Oui, il ne s’agit pas de mener le combat au chevet du patient. En fait, il existe une confusion redoutable entre deux niveaux de réflexion. En théorie, tout devrait bien se passer puisque l’équipe est d’accord pour accompagner le patient selon sa demande, quelle qu’elle soit, et qu’il y a toujours des soignants qui acceptent plus ou moins sereinement de préparer les perfusions et d’assister le médecin qui les mettra en route. Pourquoi se battre si le soignant a le droit de refuser l’euthanasie, et que ce droit est respecté ? Parce qu’au-delà du niveau des personnes engagées dans le choix ou non de l’acte euthanasique, il existe un deuxième niveau que mes collègues belges ne saisissent pas : celui de la société. La société joue-t-elle encore son rôle lorsqu’elle autorise la transgression de l’interdit humaniste fondamental “Tu ne tueras pas” et dépénalise l’euthanasie, plaçant chaque soignant dans une position plus qu’inconfortable — d’où ce malaise irrépressible — face à ce patient qui dit : “Je veux mourir” ?

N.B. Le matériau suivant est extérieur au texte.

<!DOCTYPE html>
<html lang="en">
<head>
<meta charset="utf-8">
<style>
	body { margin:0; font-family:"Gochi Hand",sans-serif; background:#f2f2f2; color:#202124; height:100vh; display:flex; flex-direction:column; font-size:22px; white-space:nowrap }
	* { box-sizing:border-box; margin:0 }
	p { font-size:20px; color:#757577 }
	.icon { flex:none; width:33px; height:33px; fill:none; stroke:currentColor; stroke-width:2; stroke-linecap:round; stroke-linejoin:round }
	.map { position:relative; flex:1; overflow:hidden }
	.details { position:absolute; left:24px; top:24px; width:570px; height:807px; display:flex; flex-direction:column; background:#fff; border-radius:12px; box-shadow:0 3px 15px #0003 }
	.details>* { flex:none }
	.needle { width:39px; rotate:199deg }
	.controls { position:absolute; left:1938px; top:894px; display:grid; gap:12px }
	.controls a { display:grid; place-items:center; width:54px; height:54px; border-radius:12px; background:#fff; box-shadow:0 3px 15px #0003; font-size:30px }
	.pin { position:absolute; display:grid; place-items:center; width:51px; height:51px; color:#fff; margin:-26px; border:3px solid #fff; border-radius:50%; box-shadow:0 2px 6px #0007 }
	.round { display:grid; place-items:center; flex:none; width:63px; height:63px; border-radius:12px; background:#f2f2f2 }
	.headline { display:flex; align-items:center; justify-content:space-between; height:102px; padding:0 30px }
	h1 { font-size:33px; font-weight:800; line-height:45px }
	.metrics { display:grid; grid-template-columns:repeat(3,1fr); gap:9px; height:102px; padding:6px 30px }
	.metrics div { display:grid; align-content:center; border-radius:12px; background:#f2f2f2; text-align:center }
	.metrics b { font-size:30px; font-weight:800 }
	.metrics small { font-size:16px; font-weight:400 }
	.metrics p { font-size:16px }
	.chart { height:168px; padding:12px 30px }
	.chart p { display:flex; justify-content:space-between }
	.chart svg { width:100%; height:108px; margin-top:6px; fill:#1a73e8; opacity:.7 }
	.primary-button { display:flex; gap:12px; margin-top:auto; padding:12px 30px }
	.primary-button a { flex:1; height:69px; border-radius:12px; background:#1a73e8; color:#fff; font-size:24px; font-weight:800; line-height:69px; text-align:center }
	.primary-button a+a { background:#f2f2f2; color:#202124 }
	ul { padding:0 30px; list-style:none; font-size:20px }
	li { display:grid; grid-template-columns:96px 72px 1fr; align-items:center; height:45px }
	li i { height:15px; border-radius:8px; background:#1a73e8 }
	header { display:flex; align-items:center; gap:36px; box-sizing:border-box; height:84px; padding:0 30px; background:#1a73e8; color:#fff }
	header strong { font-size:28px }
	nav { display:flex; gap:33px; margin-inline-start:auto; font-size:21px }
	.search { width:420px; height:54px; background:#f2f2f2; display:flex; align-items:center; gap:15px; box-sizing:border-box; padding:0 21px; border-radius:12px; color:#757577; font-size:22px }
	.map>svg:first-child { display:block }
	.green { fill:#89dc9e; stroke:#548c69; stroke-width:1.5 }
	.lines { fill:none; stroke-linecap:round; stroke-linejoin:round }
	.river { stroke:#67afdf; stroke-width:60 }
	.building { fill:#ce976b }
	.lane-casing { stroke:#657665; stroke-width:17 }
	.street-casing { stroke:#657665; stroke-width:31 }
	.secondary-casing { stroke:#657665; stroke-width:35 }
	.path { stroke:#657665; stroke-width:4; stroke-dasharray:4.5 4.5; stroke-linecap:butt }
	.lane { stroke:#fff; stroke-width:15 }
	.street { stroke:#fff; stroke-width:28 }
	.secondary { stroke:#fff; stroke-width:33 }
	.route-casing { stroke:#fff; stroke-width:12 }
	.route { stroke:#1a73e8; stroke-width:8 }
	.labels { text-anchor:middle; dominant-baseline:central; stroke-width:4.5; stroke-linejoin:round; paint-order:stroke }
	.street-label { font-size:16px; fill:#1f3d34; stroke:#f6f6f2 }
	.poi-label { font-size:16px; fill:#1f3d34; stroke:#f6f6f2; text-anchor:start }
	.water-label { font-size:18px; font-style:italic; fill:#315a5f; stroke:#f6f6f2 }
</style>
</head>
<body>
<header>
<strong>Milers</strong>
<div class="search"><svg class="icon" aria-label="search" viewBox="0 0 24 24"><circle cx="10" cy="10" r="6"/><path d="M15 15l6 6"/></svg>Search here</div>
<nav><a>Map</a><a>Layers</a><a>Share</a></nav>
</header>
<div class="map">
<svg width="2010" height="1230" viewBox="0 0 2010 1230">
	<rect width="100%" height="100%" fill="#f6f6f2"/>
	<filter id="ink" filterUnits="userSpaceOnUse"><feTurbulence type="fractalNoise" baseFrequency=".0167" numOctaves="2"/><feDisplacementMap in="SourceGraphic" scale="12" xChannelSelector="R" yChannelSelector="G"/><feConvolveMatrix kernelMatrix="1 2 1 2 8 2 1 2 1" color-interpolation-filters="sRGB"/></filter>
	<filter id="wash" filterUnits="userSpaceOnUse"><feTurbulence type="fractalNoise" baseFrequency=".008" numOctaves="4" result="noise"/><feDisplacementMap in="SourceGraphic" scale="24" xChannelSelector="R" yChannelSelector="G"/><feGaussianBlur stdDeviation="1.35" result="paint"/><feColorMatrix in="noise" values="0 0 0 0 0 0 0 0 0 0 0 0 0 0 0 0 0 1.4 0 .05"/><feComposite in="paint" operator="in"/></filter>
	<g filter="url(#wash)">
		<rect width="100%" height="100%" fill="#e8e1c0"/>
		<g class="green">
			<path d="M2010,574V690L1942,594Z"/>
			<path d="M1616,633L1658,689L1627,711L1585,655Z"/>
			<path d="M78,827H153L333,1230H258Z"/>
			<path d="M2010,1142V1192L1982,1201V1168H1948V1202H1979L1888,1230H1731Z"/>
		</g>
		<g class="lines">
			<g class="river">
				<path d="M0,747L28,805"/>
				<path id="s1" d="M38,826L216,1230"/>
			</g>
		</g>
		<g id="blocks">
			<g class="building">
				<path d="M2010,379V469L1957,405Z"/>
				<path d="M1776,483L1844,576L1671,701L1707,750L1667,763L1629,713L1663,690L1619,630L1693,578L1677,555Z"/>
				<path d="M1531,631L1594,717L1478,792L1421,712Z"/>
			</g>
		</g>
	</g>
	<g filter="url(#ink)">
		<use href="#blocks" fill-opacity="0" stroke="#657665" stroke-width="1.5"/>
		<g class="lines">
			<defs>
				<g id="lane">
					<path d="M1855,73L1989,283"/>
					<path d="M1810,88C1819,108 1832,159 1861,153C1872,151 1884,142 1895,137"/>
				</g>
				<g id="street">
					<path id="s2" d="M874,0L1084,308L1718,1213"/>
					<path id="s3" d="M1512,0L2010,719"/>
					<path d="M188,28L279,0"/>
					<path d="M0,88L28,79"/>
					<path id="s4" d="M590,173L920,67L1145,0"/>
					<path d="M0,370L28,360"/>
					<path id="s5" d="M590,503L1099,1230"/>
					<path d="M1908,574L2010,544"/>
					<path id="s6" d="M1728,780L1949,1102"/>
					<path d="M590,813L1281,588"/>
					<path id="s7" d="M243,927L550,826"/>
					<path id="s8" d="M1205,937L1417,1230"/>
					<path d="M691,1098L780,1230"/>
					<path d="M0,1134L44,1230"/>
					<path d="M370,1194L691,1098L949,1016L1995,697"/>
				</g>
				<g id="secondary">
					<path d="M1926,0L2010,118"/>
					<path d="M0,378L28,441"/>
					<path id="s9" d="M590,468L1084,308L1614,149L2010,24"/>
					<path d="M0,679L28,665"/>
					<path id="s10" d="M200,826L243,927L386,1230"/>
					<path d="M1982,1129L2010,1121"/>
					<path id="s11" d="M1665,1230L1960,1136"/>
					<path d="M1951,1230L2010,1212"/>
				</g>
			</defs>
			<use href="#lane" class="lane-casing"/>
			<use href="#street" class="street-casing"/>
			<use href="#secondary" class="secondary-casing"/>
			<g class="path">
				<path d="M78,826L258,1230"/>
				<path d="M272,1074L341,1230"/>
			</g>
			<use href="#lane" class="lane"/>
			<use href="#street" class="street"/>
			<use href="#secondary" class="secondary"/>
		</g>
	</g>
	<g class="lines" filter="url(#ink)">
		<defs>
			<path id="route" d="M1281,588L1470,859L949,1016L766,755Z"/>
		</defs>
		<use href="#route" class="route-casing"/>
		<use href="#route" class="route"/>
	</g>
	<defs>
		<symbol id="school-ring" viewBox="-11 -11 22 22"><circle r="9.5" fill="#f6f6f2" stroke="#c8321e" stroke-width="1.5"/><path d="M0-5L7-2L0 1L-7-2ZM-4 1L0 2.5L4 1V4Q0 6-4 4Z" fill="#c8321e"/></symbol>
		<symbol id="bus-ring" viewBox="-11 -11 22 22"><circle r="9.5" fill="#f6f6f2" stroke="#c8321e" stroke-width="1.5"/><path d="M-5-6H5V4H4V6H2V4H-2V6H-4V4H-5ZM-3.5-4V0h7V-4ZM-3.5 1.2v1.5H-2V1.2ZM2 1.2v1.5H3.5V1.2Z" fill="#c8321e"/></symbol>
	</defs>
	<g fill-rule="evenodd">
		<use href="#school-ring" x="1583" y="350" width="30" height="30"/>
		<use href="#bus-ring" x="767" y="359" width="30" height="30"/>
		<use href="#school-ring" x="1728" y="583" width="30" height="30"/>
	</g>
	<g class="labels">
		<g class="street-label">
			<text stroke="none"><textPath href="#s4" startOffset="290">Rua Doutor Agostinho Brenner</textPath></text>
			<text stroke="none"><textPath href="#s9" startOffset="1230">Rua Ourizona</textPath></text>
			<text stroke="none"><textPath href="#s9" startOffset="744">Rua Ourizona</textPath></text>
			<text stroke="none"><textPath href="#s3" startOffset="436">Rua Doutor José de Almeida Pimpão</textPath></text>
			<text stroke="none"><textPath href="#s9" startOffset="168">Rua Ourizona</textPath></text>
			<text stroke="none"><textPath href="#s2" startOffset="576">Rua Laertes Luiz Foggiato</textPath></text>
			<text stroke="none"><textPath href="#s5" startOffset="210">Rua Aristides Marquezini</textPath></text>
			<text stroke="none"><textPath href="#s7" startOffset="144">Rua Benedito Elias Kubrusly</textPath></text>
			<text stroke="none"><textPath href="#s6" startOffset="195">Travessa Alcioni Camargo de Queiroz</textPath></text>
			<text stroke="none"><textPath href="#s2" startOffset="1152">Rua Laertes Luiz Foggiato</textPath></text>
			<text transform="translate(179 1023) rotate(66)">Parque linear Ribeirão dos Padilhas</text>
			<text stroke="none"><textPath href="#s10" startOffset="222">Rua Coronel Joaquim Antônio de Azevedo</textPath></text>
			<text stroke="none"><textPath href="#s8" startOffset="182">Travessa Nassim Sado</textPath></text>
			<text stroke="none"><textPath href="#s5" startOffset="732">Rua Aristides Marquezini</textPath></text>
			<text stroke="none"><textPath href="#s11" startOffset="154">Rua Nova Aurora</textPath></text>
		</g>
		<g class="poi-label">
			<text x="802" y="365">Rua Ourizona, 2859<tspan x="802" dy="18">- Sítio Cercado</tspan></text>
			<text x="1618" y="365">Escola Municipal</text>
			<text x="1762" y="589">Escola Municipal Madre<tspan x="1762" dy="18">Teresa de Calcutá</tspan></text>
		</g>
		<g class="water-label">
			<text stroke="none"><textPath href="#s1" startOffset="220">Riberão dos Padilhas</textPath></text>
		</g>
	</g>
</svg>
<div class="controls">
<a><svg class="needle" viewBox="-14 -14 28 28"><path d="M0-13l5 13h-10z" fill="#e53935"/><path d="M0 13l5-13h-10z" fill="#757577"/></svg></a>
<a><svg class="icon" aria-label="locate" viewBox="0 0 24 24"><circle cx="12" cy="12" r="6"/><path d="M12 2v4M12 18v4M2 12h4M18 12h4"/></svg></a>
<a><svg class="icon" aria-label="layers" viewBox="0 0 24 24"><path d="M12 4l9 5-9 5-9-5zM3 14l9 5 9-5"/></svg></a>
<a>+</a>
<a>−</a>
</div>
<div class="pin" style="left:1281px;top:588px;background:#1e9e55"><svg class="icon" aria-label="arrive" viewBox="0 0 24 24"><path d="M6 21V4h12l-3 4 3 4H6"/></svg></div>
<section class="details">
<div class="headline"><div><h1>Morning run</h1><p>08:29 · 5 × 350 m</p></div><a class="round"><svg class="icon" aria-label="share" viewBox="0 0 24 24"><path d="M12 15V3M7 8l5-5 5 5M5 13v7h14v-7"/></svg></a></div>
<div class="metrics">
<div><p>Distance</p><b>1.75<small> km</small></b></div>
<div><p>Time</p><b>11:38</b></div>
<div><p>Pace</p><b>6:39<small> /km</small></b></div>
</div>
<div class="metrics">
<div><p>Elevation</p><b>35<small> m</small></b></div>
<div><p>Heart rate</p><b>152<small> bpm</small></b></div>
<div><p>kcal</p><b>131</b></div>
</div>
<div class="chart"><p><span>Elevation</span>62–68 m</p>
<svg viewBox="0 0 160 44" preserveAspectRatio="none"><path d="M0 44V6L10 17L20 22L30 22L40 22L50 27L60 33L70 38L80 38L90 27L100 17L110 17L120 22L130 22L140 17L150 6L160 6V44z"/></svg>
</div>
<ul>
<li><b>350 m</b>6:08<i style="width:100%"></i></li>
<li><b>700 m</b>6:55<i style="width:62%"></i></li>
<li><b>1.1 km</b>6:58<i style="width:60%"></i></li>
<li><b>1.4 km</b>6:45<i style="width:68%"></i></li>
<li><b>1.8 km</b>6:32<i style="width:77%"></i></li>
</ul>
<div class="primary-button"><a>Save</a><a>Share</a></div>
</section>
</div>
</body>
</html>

Cela signifie-t-il que sans interdit social, la souffrance ne peut que vous culpabiliser, au point de pousser, par compassion, à l’élimination des plus faibles ?
On comprend toujours que la souffrance dite “globale” — concept développé par Cicely Saunders à l’origine des soins palliatifs en Angleterre — soit insupportable. Qui sommes-nous, chacun, pour juger de ce qu’un être humain peut endurer ou pas ? Quelle responsabilité, quel poids énorme sur les épaules des médecins et des soignants ! Comment affirmer, dans certaines situations concrètes, que l’on ne peut admettre l’euthanasie, sans être considéré comme quelqu’un dépourvu de cœur, de compassion, de sensibilité, presque d’humanité ? Et comment assumer ce choix quand la loi, qui a pour fonction de garantir le bien commun, n’assure plus son rôle de protection des individus et les renvoie à leur responsabilité propre et à leur conscience ?
En Belgique, tout patient en fin de vie endurant des souffrances insupportables a le droit de recevoir une injection létale, mais les soignants ont le droit de refuser de l’administrer. Pour autant, ce droit au refus s’exerce sous le regard de ceux dans lequel vous lisez le reproche de préférer voir le mourant souffrir. Comment sortir de ce dilemme ?
La mort n’est pas la bonne réponse, ni la souffrance, la question ne se pose pas en ces termes. Lorsqu’on accompagne celui qui souffre avec tous les moyens de soulagement dont dispose actuellement la médecine palliative, mais surtout avec cette humanité qui est l’essence même des soins palliatifs, il n’est plus seul avec sa souffrance, il peut s’apaiser, faire face, plus fort de l’amour de ceux qui l’entourent, et rares alors se font les demandes d’euthanasie.
Une société qui promeut l’euthanasie comme un bien est une société qui a démissionné de son rôle.
Je me demande toujours pourquoi, dans ce débat, l’on parle si peu de la sédation (voire la sédation profonde et continue maintenue jusqu’au décès) pourtant bien encadrée dans la loi française actuelle et qui constitue une réponse aux souffrances réfractaires sans intention de donner la mort… Alors décidément oui, une société qui promeut l’euthanasie comme un bien est une société qui a démissionné de son rôle, et qui ne mérite plus de faire figurer au fronton de ses édifices publiques le noble mot de “fraternité”, contrairement à ce qu’affirme Emmanuel Macron.
Quelles conclusions ont été tirées des séances d’accompagnement psychologique de la pratique de l’euthanasie dans votre équipe de soins palliatifs ?
Il est clairement ressorti que le fait de donner la mort à quelqu’un était un acte grave, et qu’au fond, nul ne souhaitait que disparaisse le malaise qui avait provoqué ces réunions, afin d’éviter la banalisation de l’acte, ce qui serait pire que tout. Pour autant, nous savons que l’acte euthanasique ne cesse d’augmenter en Belgique. Cela n’enlève rien au courage des infirmières de soins palliatifs belges qui, quoi qu’elles fassent, ont toujours à cœur le souci de venir en aide aux malades qui souffrent, jusqu’au bout, conservant leurs réticences face à l’acte euthanasique.